Governments basically have four ways in which to “get” money in order to finance their spending:
- Normal Tax Collection (the equivalent of an individual’s salary)
- Domestic Borrowing (the equivalent of an individual borrowing money from his parents)
- Foreign Borrowing (the equivalent of an individual borrowing money from a bank)
- Money-Supply Inflation (there is no individual equivalent really…)
Unless you’re Qatar. In which case, you have a fifth (and much more awesome) way: State-owned Companies. Traditionally, large state-owned enterprises are a bit of a fail, because they’re run in the same way that government is run: high on staff, low on efficiency, big on budget. But when your state-owned enterprise is making its money off foreigners, and it’s run properly, they’re a win. I mean – who doesn’t want a government that is capable of funding itself efficiently?
PS: “efficiently” is the most important part of that statement.
How a Government Finances Itself After Hyperinflation
Here’s the problem:
- Normal Tax Collection: the economy is back to being only a fledgling. And government size, unfortunately, had grown to match the magnitude of the economy prior to its inflationary crisis; but unlike the economy, the government departments have not downsized. So even if tax collection normalised, there just wouldn’t be enough money raised to cover what’s needed.
- Domestic Borrowings: see point above about fledgling economy. There is no one in the country to borrow from. Although there will be attempts: like forcing banks to hold higher reserves in government bonds; and imposing overly-extensive credit terms on domestic suppliers of goods to government.
- International Borrowings: you must be joking.
- Money-Supply Inflation: requires a country to have its own currency – which it won’t have after hyperinflation.
This is usually the moment that Foreign Aid steps in to try and help. But there are always conditions attached to Foreign Aid – and certainly in Zimbabwe’s case, there is a strong sense of pride in not-being-dictated-to by anyone that isn’t Zimbabwean. Or Chinese.
And it’s around this time that the out-of-the-box strategies emerge: seizure and re-sale of mineral assets, attempts to nationalise key industries, austerity-style spending cuts in education and healthcare, dramatic customs tariffs, exploitation of existing tax law…
Certainly in the Zimbabwean case (and in the cases of most of the Latin American countries), these things happen in combination. But at some point, tax code reform becomes a priority. And to be clear, this is not just a government rhetoric exercise, nor is it power-mongering by any particular governing party: traditional economic fundamentals practically demand it.
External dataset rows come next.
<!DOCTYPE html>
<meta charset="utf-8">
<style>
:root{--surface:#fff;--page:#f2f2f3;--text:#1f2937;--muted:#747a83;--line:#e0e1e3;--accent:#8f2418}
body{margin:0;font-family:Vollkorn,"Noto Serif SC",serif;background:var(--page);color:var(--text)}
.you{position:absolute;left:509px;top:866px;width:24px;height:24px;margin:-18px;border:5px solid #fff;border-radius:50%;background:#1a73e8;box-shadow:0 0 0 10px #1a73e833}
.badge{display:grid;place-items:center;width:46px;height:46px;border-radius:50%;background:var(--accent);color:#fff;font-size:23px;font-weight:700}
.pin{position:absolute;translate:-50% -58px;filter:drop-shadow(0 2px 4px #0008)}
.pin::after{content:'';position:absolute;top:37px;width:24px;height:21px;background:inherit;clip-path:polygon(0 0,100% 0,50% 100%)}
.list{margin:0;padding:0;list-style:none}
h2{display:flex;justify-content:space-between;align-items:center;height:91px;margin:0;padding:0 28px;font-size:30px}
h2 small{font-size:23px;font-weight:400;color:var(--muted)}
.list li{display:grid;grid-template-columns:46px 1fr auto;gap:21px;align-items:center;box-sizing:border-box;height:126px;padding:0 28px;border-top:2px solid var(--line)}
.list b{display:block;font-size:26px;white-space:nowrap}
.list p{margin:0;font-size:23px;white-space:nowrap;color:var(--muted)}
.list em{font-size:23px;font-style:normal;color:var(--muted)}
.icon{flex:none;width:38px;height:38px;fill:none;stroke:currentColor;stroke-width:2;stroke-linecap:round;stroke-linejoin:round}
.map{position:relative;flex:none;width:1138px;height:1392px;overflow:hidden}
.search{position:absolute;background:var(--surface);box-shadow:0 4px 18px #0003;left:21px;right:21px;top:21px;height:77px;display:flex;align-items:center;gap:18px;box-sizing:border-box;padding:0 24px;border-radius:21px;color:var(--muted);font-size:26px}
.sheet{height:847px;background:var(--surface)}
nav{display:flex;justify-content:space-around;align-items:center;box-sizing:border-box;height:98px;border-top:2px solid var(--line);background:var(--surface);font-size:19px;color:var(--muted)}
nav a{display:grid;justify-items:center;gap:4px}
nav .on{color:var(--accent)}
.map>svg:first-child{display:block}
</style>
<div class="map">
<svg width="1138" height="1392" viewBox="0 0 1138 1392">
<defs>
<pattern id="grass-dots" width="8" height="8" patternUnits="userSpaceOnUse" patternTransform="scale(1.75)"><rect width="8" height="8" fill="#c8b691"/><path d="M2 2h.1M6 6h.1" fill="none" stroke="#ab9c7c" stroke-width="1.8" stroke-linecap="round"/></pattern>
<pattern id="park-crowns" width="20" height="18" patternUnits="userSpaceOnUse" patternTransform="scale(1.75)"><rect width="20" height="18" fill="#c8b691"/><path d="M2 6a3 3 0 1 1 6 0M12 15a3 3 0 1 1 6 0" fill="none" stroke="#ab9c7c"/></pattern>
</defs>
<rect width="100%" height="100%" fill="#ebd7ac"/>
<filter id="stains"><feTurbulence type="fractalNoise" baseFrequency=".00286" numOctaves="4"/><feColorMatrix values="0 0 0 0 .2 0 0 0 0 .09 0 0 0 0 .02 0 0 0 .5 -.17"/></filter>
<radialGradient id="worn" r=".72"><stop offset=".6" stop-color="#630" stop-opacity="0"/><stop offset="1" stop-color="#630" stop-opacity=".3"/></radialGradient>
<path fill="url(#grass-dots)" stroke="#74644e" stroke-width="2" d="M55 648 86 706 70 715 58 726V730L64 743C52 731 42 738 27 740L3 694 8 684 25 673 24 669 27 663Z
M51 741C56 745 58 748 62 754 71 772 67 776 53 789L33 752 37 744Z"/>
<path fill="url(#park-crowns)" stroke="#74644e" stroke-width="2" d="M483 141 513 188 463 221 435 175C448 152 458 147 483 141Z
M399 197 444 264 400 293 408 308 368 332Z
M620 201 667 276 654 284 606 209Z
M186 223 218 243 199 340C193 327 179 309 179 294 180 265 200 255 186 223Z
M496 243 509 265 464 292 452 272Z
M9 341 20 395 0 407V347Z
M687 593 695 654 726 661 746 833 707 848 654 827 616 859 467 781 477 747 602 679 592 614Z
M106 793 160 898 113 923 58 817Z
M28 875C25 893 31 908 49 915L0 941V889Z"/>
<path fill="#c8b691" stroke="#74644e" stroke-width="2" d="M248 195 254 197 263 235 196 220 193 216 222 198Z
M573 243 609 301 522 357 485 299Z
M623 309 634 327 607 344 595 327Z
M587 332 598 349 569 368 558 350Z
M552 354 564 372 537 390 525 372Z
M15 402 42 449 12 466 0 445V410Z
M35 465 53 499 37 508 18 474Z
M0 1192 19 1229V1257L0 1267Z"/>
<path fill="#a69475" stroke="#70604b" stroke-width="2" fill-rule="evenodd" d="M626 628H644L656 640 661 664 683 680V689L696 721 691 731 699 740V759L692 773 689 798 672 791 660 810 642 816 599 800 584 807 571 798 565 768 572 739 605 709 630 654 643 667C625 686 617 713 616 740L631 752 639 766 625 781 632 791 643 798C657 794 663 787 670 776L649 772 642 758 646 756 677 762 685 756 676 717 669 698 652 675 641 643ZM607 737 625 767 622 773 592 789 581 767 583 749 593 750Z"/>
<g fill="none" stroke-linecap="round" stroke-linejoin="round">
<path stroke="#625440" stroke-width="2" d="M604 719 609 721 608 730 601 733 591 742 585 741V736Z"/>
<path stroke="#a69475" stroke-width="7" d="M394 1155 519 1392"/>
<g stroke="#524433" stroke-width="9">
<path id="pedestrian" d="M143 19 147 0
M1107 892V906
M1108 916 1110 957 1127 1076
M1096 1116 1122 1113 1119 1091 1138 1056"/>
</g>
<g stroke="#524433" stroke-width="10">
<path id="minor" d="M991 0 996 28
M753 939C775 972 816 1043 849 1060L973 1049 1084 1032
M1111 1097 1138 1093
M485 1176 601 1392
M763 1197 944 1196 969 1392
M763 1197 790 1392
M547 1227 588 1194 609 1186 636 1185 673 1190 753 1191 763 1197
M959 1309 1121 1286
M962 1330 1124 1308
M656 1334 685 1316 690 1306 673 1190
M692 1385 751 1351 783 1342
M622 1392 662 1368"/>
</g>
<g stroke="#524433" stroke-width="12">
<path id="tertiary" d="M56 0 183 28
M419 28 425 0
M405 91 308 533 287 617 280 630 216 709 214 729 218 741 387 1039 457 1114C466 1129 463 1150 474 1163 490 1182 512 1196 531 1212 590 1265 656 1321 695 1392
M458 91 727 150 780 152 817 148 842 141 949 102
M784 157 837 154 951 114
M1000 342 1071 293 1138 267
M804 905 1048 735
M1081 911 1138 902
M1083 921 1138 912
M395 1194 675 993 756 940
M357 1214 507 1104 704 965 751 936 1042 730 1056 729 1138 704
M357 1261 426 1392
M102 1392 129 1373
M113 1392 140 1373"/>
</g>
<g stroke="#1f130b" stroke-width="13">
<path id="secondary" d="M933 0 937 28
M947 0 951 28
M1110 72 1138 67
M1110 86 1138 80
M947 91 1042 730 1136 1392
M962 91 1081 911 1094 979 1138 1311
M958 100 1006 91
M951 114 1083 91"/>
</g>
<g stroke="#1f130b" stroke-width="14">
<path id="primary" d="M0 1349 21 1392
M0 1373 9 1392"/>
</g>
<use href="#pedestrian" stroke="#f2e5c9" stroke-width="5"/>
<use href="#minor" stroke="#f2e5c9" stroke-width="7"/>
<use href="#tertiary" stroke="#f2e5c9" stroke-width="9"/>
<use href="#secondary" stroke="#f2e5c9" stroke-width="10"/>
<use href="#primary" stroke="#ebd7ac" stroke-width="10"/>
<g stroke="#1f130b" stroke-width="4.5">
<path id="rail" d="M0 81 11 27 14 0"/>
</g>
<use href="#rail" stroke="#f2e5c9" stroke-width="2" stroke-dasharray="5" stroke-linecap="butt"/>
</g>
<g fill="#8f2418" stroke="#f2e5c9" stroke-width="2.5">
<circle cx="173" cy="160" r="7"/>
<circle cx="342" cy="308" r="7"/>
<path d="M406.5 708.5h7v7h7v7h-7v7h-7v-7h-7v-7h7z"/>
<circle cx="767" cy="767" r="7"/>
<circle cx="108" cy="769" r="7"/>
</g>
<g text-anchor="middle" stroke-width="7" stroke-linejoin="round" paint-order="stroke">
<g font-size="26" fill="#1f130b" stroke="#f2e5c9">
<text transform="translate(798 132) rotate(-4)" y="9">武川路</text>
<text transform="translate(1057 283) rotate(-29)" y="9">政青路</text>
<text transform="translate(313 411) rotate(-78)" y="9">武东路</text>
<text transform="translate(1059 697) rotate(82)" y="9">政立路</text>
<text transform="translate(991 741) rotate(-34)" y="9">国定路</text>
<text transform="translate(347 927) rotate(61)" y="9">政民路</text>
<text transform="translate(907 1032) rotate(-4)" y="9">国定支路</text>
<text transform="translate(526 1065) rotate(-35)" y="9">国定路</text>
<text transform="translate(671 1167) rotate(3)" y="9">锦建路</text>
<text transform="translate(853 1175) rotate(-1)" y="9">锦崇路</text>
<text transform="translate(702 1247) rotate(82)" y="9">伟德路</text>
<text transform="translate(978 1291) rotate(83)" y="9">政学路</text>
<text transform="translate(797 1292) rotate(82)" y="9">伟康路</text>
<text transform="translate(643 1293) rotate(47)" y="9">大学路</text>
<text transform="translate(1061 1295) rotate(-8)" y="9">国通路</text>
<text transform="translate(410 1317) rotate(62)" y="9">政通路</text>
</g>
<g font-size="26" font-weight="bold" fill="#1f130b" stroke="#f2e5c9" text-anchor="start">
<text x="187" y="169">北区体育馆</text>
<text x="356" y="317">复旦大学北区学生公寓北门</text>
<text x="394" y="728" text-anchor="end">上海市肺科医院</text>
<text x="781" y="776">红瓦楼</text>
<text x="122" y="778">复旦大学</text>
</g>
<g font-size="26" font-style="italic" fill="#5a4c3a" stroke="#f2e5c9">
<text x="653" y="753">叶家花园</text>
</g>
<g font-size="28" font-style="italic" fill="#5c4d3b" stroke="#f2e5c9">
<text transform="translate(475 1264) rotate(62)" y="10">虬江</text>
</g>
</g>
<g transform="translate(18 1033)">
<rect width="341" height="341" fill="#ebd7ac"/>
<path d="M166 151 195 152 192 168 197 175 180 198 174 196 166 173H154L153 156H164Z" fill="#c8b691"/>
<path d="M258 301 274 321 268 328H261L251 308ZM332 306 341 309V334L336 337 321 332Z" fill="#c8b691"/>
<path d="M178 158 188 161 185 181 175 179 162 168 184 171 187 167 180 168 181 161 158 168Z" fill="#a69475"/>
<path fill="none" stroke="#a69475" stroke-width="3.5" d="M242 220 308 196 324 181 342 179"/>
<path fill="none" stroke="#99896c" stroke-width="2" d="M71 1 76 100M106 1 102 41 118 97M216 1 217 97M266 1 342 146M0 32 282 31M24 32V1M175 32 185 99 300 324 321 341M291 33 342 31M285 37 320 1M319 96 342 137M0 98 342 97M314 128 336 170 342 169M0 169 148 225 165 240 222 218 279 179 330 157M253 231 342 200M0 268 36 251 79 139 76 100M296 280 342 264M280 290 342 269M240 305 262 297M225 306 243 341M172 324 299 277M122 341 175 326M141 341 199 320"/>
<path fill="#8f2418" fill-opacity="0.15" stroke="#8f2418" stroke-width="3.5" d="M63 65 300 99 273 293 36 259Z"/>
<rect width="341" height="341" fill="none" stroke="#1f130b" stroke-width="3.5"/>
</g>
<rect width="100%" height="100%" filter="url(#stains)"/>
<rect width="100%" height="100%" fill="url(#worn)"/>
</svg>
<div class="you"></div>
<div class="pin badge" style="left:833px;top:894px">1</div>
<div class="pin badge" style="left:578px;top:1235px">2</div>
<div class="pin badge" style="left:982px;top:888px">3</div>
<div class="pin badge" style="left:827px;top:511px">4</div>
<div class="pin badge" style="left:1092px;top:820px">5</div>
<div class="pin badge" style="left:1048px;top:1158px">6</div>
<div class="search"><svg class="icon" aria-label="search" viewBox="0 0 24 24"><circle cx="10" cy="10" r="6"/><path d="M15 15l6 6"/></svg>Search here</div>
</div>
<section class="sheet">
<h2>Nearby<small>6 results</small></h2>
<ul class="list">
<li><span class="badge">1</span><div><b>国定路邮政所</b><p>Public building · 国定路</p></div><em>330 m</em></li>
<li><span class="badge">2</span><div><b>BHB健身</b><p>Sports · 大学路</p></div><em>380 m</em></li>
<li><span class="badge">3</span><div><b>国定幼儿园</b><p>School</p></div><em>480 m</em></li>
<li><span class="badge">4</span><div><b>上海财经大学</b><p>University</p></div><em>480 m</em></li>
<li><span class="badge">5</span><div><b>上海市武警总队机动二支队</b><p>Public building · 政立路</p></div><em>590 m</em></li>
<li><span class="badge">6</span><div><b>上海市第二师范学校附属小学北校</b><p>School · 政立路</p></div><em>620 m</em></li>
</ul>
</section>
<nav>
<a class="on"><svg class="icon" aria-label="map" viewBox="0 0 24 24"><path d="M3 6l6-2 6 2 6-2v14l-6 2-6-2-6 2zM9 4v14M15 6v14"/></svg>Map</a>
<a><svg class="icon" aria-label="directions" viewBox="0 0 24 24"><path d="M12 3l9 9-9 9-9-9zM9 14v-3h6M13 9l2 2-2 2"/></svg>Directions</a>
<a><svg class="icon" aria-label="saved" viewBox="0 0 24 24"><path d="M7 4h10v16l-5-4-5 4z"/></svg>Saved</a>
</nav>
A Layman’s Guide to Expanding the Tax Base*
*Tax base – what a government can charge tax on.
Step 1: make more people liable to pay tax.
Every Income Tax Act defines who/what is subject to tax in a given jurisdiction. And usually, somewhere in this, there is a “residency” definition. Watch out for this residency definition (the subject of the next post).
Step 2: make more types of income subject to tax.
When you hear people talk about source-based VS residence-based taxation systems, it’s this step they’re concerned about (the subject of the post after next).
Step 3: disallow more types of expenses from the calculation of tax.
This is where the Zimbabwean Income Tax bill (or, at least, the interpretation of it) gets a little wild (this will be post number 5).
Step 4: increase tax rates.
The step that first comes to mind when we talk about “expanding the tax base” – but it’s usually the least step, and the least effective. And it’s not always about changing the tax rates: it can also mean changing what will be taxed as capital and what will be taxed as income (and that’ll be the subject of post number 6).